As the property at 18th and Arch Streets now becomes fully operational with the opening Monday of the Four Seasons Hotel on its top 12 floors, it may have set the stage for even more activity in the surrounding area, where insurer Chubb Ltd. is also now said to be considering having a new headquarters built.
“Comcast growing in Philadelphia and in that neighborhood is accretive to the neighborhood and accretive to all of Philadelphia,” said Jeremy Moss, executive vice president of Silverstein Properties in New York, which paid a record price this year for the 1735 Market St. office tower about a block away. “It’s a really positive sign.”
After the tech tower, with 1.3 million square feet of new workspace, was announced in 2014, some market watchers worried that the entertainment-and-technology giant would dramatically pare its existing presence in surrounding buildings, leading to a glut of empty office space.
Those fears were eased in late 2017, when the company said that it planned to keep — and enlarge — its big footprint at the Three Logan Square office building at 1717 Arch St., which is owned by Brandywine Realty Trust, Philadelphia’s dominant commercial landlord.
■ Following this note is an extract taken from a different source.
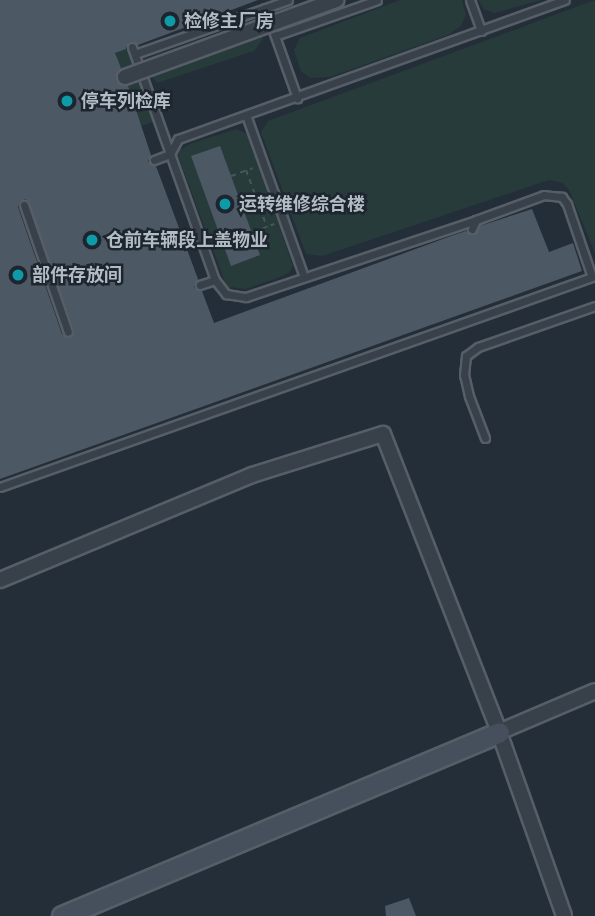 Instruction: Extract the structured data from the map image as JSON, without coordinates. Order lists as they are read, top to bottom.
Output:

Under those plans, Comcast will continue to occupy nearly a third of the roughly one million-square-foot Three Logan high-rise through at least 2023.
And although Comcast did vacate half of the 200,000 square feet it had occupied at the Two Logan Square building across 18th Street, also owned by Brandywine, that space was quickly snapped up by Wells Fargo & Co., mostly to accommodate staff moving from the bank’s longtime Philadelphia home on South Broad Street.
If anything, the tech tower has made its corner of Center City a more inviting place for companies to set up shop by displacing what had long been a streetscape-deadening parking lot, and encouraging the arrival of new retail operators to serve the surge of new employees in the area, brokers, analysts, and landlords said.
The company’s technology center tower and Comcast Center headquarters building “have really solidified the 18th Street corridor connection between the [Benjamin Franklin] Parkway and Market Street,” said Jerry Sweeney, Brandywine’s president and chief executive. “They have also added a wonderful level of vibrancy to a previously somewhat disconnected [John F. Kennedy Boulevard] corridor.”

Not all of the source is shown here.